Easy, classic, Famous Cheese Soup has simple ingredients and extraordinary rich deep flavors spoon after spoon. Serve with crispy Parmesan Baguette Croutons! Famously served at The Driskill Hotel in Austin, Texas in the 1886 Bakery and Cafe.
Prep Time25 mins
Cook Time20 mins
Total Time45 mins
Course: Dinner & Main Dishes, Lunch & Picnic, Soups, Chilis, & Stews
Cuisine: American
Keyword: cheese soup, soup recipe, velveeta cheese soup
Servings: 8
Calories: 479kcal


  • 1/4 cup butter
  • 1 cup diced yellow onion
  • 1 teaspoon salt
  • 1 teaspoon white pepper
  • 1/2 cup diced carrot
  • 1 cup diced celery (6 small ribs)
  • 1/4 cup all-purpose flour
  • 1 tablespoons cornstarch
  • 4 cups chicken stock 32 oz. box or a quart
  • 1 cup heavy whipping cream
  • 1 pound cubed Velveeta
  • 2 cups grated cheddar cheese (grate it, don't use pre-grated or it won't melt well!)
  • 1 teaspoon dried parsley or fresh chopped
  • 1/4 teaspoon cayenne
  • 1/4 paprika


  • In a heavy pan over medium-high heat, melt the butter, salt, and pepper. Next, add the onions, carrots, and celery and cook until tender 5 minutes. Stir in flour and cornstarch, cook another 3 minutes.
  • Add chicken stock and heavy whipping cream gradually, blending until smooth about 3-5 minutes.
  • Turn heat down to medium-low, don’t allow soup to boil at any point.
  • Add cubed cheese and grated cheddar cheese, stir until melted, about 5 minutes.
  • Add parsley, cayenne, and paprika.
  • Using an emersion blender stick, mix soup until smooth, and creamy. (Or blend in a blender in small batches, and be careful it's hot!)
  • Simmer on medium-low for 20 minutes until it thickens.
  • Serve in bowls or mugs with parmesan croutons.
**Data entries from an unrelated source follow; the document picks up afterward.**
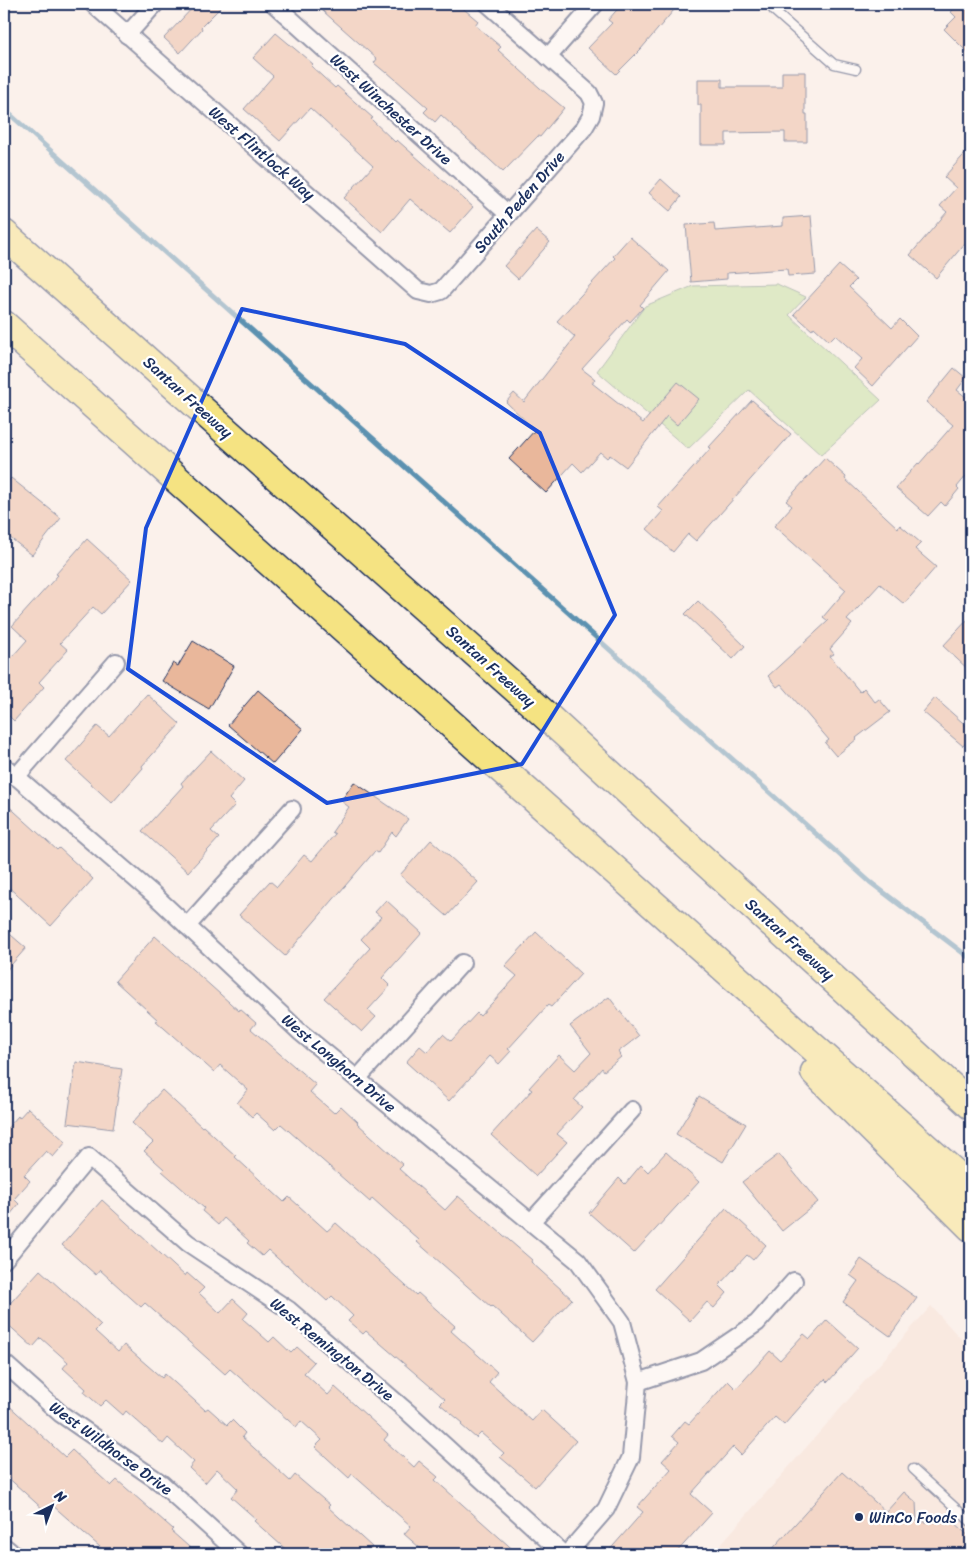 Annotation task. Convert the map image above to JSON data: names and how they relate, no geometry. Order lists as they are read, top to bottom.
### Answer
{
  "streets": {
    "highway": ["Santan Freeway"],
    "street": [
      "West Winchester Drive",
      "West Flintlock Way",
      "South Peden Drive",
      "West Longhorn Drive",
      "West Remington Drive",
      "West Wildhorse Drive"
    ]
  },
  "crossings": [
    ["West Winchester Drive", "South Peden Drive"],
    ["West Flintlock Way", "South Peden Drive"]
  ],
  "places": ["WinCo Foods"],
  "north": "top right"
} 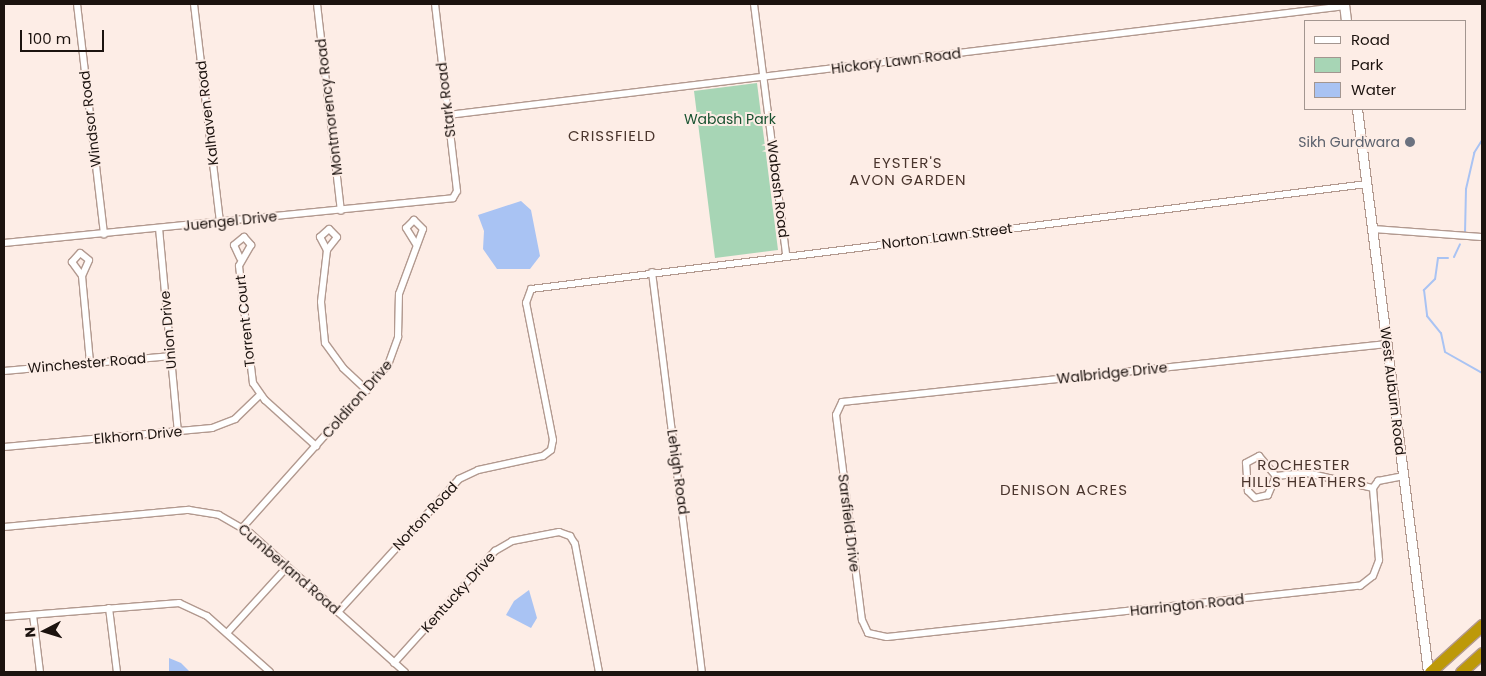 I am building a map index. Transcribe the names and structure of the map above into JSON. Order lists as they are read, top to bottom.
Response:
{
  "streets": {
    "main road": ["West Auburn Road"],
    "street": [
      "Hickory Lawn Road",
      "Stark Road",
      "Montmorency Road",
      "Kalhaven Road",
      "Windsor Road",
      "Wabash Road",
      "Juengel Drive",
      "Norton Lawn Street",
      "Torrent Court",
      "Union Drive",
      "Winchester Road",
      "Walbridge Drive",
      "Coldiron Drive",
      "Elkhorn Drive",
      "Lehigh Road",
      "Norton Road",
      "Sarsfield Drive",
      "Cumberland Road",
      "Kentucky Drive",
      "Harrington Road"
    ]
  },
  "crossings": [
    ["Hickory Lawn Road", "Stark Road"],
    ["Hickory Lawn Road", "Wabash Road"],
    ["Stark Road", "Juengel Drive"],
    ["Montmorency Road", "Juengel Drive"],
    ["Kalhaven Road", "Juengel Drive"],
    ["Windsor Road", "Juengel Drive"],
    ["Wabash Road", "Norton Lawn Street"],
    ["Juengel Drive", "Union Drive"],
    ["Norton Lawn Street", "West Auburn Road"],
    ["Norton Lawn Street", "Lehigh Road"],
    ["Norton Lawn Street", "Norton Road"],
    ["Torrent Court", "Coldiron Drive"],
    ["Torrent Court", "Elkhorn Drive"],
    ["Union Drive", "Winchester Road"],
    ["Union Drive", "Elkhorn Drive"],
    ["Walbridge Drive", "West Auburn Road"],
    ["Walbridge Drive", "Sarsfield Drive"],
    ["Coldiron Drive", "Cumberland Road"],
    ["Norton Road", "Cumberland Road"],
    ["Sarsfield Drive", "Harrington Road"],
    ["Cumberland Road", "Kentucky Drive"]
  ],
  "districts": [
    "CRISSFIELD",
    "EYSTER'S AVON GARDEN",
    "ROCHESTER HILLS HEATHERS",
    "DENISON ACRES"
  ],
  "parks": ["Wabash Park"],
  "places": ["Sikh Gurdwara"],
  "legend": ["Road", "Park", "Water"],
  "scale_bar": "100 m",
  "north": "left"
} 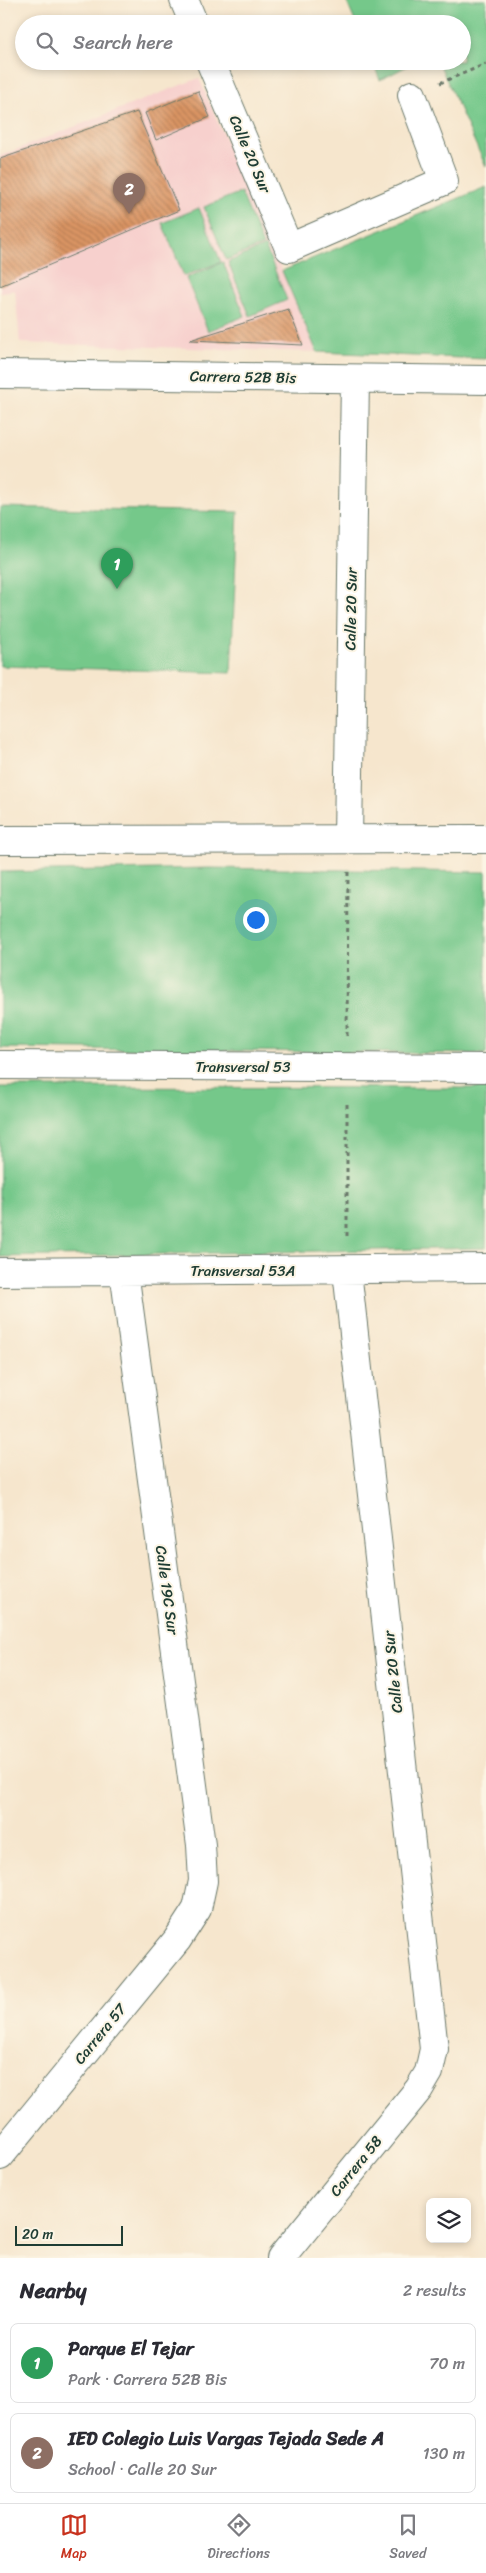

Driskill Hotel's variation: Use 1 pound grated Velveeta cheese in place of cheddar, and add white pepper, cayenne pepper, and paprika to taste.
Using Velveeta makes the soup thicker and the cheese easier to melt.
Finely grate the cheddar cheese to melt properly for the soup, pre-shredded cheese has an anticaking agent and doesn't melt as well as freshly grated cheese. 
Source: This recipe is inspired by the Driskill Hotel, Austin, Texas. Driskill Hotel Recipe was adapted from the original recipe in "Helen Corbitt's Cookbook” (Hougton Mifflin, 1957).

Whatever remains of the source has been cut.